本和解成立の意義の第二は、過去に東京電力から支払われた仮払補償金の控除が、今回の和解では行われず、先送りされた、ということである。
被害者は原発事故からまもなく1年が経過しようとする現在においても、今後の生活の見通しが全く立っておらず、その損害は日々拡大しているのであるから、仮払金を現時点において控除する必要性は全くない。被害者の生活保障の観点からすれば、仮払金の控除は最終段階で行われるべきであって、今回の和解はその可能性を開くものとしてその意義は大きい。
その他にも、本和解の内容は、不十分とはいえ、原子力損害賠償紛争審査会の「中間指針」で目安とされた慰謝料額に一定額の加算が認められ、さらに、不動産を含めた財産の価値の減少等に対する賠償が認められるなど、評価できる点を含んでいる。
東京電力は、本和解で認めた損害賠償金の内払いや仮払金の控除の先送り等について、あくまで個別事案ごとの判断によるものだとの姿勢を崩していないが、迅速な被害救済を図るために、あらゆる事案に適用する普遍的な枠組みと位置づけるべきである。
3 迅速な賠償の実現に向けて
以上のとおり、本和解の成立は、センターへの申立を通じて被害者の完全賠償の実現を目指す当弁護団の活動のうえで重要な足がかりといえるものであり、センター仲介委員等が本和解成立に向けて尽力されたことに対し、深く敬意を表するものである。
しかし、センターを通じた解決手続には課題が山積している。
センターは、裁判によらない形で迅速かつ適正に被害者への損害賠償を実現するために設置された機関であるにもかかわらず、発足後6ヶ月が経過した現在において、1000件を超える申立件数に対し、和解成立した件数は10件程度であり、3ヶ月を目安に解決するという当初の目標にはほど遠い。

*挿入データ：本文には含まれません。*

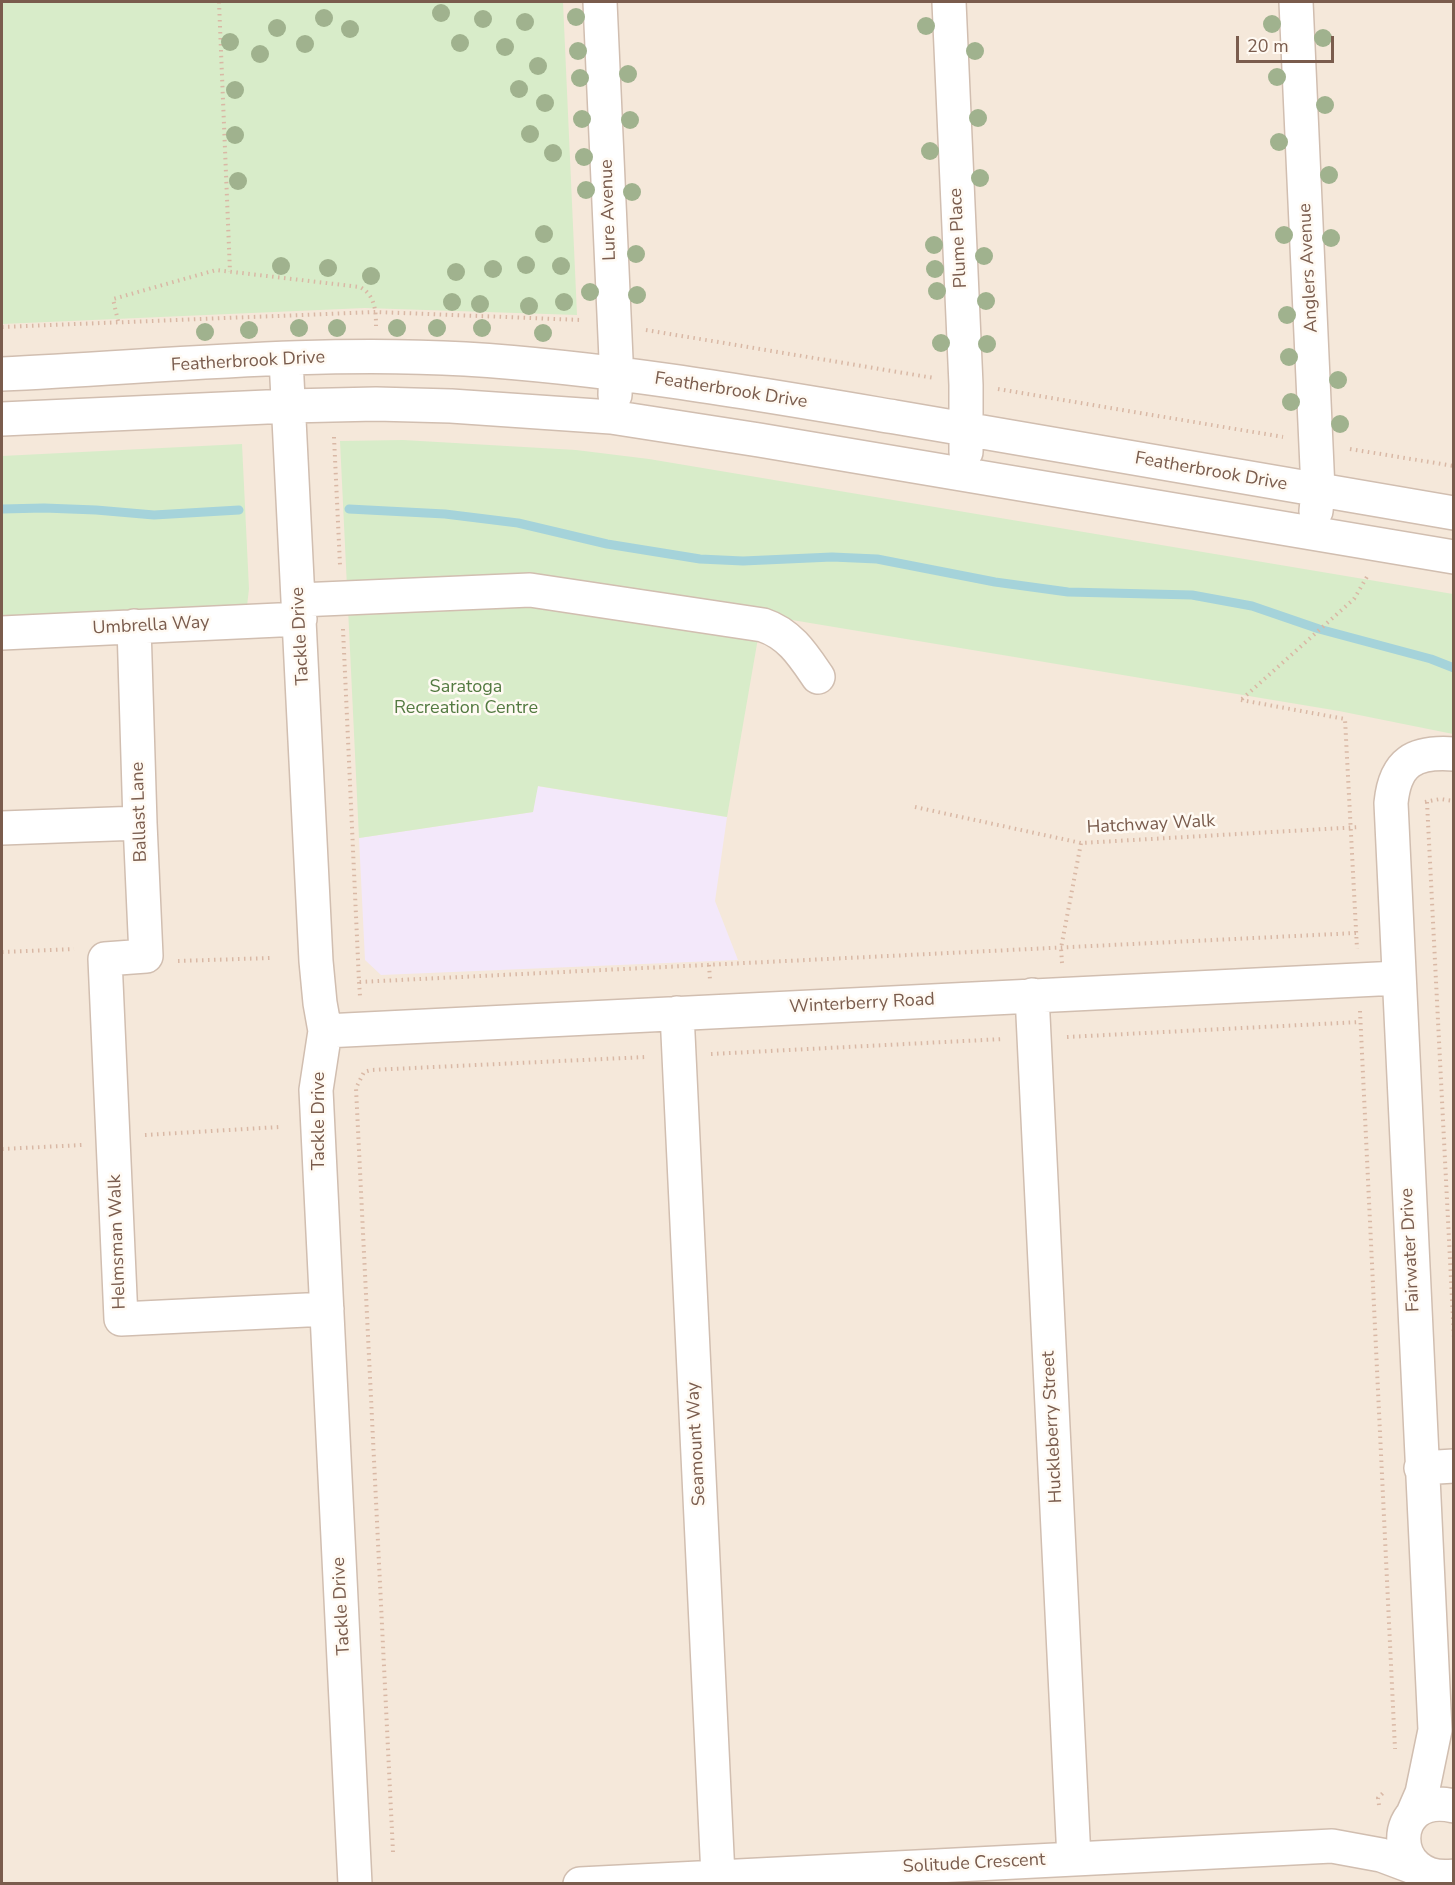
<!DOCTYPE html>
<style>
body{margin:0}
#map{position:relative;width:1455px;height:1885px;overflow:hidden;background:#fdf6ec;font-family:"Nunito Sans",sans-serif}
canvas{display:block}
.frame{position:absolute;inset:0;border:3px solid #7a5c4d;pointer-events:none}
.scale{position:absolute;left:1236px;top:36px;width:98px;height:27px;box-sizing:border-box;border:3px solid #7a5c4d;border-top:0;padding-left:8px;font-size:18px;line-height:21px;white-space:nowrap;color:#7a5c4d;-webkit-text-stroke:4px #fffaf3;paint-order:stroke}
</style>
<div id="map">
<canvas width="1455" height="1885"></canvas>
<div class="frame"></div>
<div class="scale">20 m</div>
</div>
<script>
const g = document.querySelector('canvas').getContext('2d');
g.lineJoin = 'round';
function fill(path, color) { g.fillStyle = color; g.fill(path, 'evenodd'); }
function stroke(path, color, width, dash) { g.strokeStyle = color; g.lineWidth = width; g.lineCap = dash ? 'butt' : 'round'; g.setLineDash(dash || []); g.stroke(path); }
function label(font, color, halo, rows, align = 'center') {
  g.font = font + ' "Nunito Sans",sans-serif'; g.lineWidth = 5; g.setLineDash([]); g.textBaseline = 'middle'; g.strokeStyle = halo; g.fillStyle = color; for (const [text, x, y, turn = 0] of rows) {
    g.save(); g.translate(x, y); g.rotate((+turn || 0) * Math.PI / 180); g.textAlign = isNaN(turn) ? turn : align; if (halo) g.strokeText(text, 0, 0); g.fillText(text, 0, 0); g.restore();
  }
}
const residential = new Path2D(`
 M 2,2 L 1453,2 L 1453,1883 L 2,1884 Z`);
const education = new Path2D(`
 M 537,786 L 727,817 L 715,901 L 738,960 L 381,975 L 365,960 L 359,838 L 533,812 Z`);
const green = new Path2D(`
 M 2,2 L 563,2 L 577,315 L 365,308 L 2,324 Z
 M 403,440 L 576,450 L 649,459 L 1453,594 L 1453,734 L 1339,711 L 762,615 L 727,817 L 538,786 L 533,812 L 359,838 L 340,441 Z
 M 242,444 L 249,589 L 247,606 L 2,618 L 2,456 Z`);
const stream = new Path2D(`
 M 2,509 L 44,508 L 96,510 L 154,515 L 239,510
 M 349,509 L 445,514 L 518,523 L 607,544 L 700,559 L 743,561 L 832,557 L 877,559 L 995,582 L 1068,592 L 1192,595 L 1252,606 L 1319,629 L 1431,659 L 1454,668`);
const path = new Path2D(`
 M 219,2 L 230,272
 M 118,321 L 113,299 L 216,270 L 360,287 C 375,295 376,311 376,326
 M 2,327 L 376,312 L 582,320
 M 646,330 L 934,378
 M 998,389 L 1283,437
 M 334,437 L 340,565
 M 1350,449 L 1454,466
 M 343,629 L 359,982 L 1356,933
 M 1242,699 L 1354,599 L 1368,575
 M 1241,700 L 1345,719 L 1357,949
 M 1425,802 L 1440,799 L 1454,801
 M 1427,802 L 1454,1339
 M 915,807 L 1081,843 L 1360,827
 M 2,952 L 74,949
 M 178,961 L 270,958
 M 1062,963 L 1061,948 L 1081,843
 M 709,965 L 710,980
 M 359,982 L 360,996
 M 1360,1011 L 1395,1749
 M 1067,1037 L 1360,1022
 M 711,1054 L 1003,1039
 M 145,1135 L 279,1127
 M 2,1149 L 82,1145
 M 1379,1805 L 1378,1798 L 1385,1791
 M 393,1852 L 356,1088 L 364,1072 L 371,1070 L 646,1057`);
const minor = new Path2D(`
 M 600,2 L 616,359 L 615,395
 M 949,2 L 966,385 L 966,452
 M 1296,2 L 1318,490 L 1316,511
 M 286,359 L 316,961 L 320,1003 L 325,1031 L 316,1090 L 355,1884
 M 2,374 C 155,367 311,350 465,359 C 609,368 753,393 895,417 C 1081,449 1267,482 1454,513
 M 2,419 L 289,406 L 376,404 L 451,406 L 611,417 L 759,440 L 1454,557
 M 299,600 L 530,590 L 763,625 C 790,634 803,655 818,677
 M 134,626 L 140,823 L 146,956 L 105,959 L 121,1319 L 327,1309
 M 2,633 L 300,619
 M 2,828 L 140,823
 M 1032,995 L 1074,1859
 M 677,1013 L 718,1876
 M 325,1031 L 1398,978
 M 1421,1468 L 1454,1466
 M 1454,1806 C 1387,1790 1387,1885 1454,1876
 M 1412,1816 L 1422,1793 L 1435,1730 L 1391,803 C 1395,762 1414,751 1454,754
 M 580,1884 L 1332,1846 L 1381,1855 L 1413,1867`);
const trees = [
 [441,13],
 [576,17],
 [324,18],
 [483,19],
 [525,22],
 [1272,24],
 [926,26],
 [277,28],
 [350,29],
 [1323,38],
 [230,42],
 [460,43],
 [305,44],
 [505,47],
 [578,51],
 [975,51],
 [260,54],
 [538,66],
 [628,74],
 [1277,77],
 [580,78],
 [519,89],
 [235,90],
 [545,103],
 [1325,105],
 [978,118],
 [582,119],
 [630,120],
 [530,134],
 [235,135],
 [1279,142],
 [930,151],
 [553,153],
 [584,157],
 [1329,175],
 [980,178],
 [238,181],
 [586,190],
 [632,192],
 [544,234],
 [1284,235],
 [1331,238],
 [934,245],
 [636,254],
 [984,256],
 [526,265],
 [281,266],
 [561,266],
 [328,268],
 [493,269],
 [935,269],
 [456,272],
 [371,276],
 [937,291],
 [590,292],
 [637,295],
 [986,301],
 [452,302],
 [564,302],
 [480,304],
 [529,306],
 [1287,315],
 [299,328],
 [337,328],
 [397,328],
 [437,328],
 [482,328],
 [249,330],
 [205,332],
 [543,333],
 [941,343],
 [987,344],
 [1289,357],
 [1338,380],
 [1291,402],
 [1340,424]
];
const streetNames = [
 ["Lure Avenue",609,210,-92],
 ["Plume Place",959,238,-93],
 ["Anglers Avenue",1309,268,-93],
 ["Featherbrook Drive",248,362,-3],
 ["Featherbrook Drive",731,391,9],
 ["Featherbrook Drive",1211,472,10],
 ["Umbrella Way",151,626,-3],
 ["Tackle Drive",301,636,-93],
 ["Ballast Lane",140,812,-92],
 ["Hatchway Walk",1151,825,-3],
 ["Winterberry Road",862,1004,-3],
 ["Tackle Drive",320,1121,-90],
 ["Helmsman Walk",118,1242,-92],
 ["Fairwater Drive",1411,1250,-93],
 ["Huckleberry Street",1053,1427,-93],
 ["Seamount Way",697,1444,-93],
 ["Tackle Drive",342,1606,-93],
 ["Solitude Crescent",974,1864,-3]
];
const parkNames = [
 ["Saratoga",466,688],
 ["Recreation Centre",466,709]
];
fill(residential, '#f5e8da');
fill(education, '#f3e8fa');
fill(green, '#d8ecc9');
stroke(stream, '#a5d3da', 9);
stroke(minor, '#d1beb0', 36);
stroke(path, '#d9b8a5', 4, [1.5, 4.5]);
stroke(minor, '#fff', 33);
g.fillStyle = '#a0b28e';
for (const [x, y] of trees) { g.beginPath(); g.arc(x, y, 9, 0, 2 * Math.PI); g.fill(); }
label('18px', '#7a5c4d', '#fffaf3', streetNames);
label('18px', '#537a41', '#fffaf3', parkNames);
</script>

もちろん、その原因の一つに損害賠償に消極的な東京電力側の姿勢ということがあり、今後は、賠償金の内払いの実現等により解決件数の一定数の増加が見込めるであろうが、今後さらに増加する申立に対し、有限な人的物的設備を前提にして、適正かつ迅速な解決が飛躍的になされるという期待を抱ける状況にはない。
当弁護団が、センターへの申立手続を行うことを通じて実感するのは、損害賠償額の請求・認否・確定のプロセスが煩瑣で、これだけの大量の被害者を救済するシステムとして十分に機能し得ないのではないかという懸念である。
たとえば、生活費増加分について、一つひとつ領収証等の資料を要求し、精査しなければならないというのであれば、申立を行う被害者の労力も大きく、申立後の手続にも時間を要する。
生活費増加分についての被害者数に応じた定額保障など、賠償額の認定の簡素化等を行うことが急務であると考えられる。
また、翻って、センターも東京電力も、福島原発の被害者の救済のあり方がどうあるべきか、ということを今一度考える必要がある。
被害者は、住居も仕事も地域も一度に失って、今なお今後の生活の目処も立たない人たちである。
まず優先すべきは、今なお苦しんでいる福島の人たちに人間らしい生活を一刻も早く保障することであり、当面は、原賠審の「中間指針」にとらわれない慰謝料額の増額を認めるべきである。
また、不動産を含めた財産価値の喪失・減少の損害額評価にあたっては、新たな土地での人間らしい生活の再出発を保障するという観点に立った評価がなされなければならない。
当弁護団としては、引き続き被害者の完全賠償を求める努力を重ねてゆく所存である。
被害者に対する適正かつ迅速な賠償の実現に向けて、センターに対しては、さらなる運用改善を求めるとともに、東京電力に対しては、原発事故の被害者の救済がどうあるべきかを今一度考え直し、その姿勢の抜本的転換を求めるものである。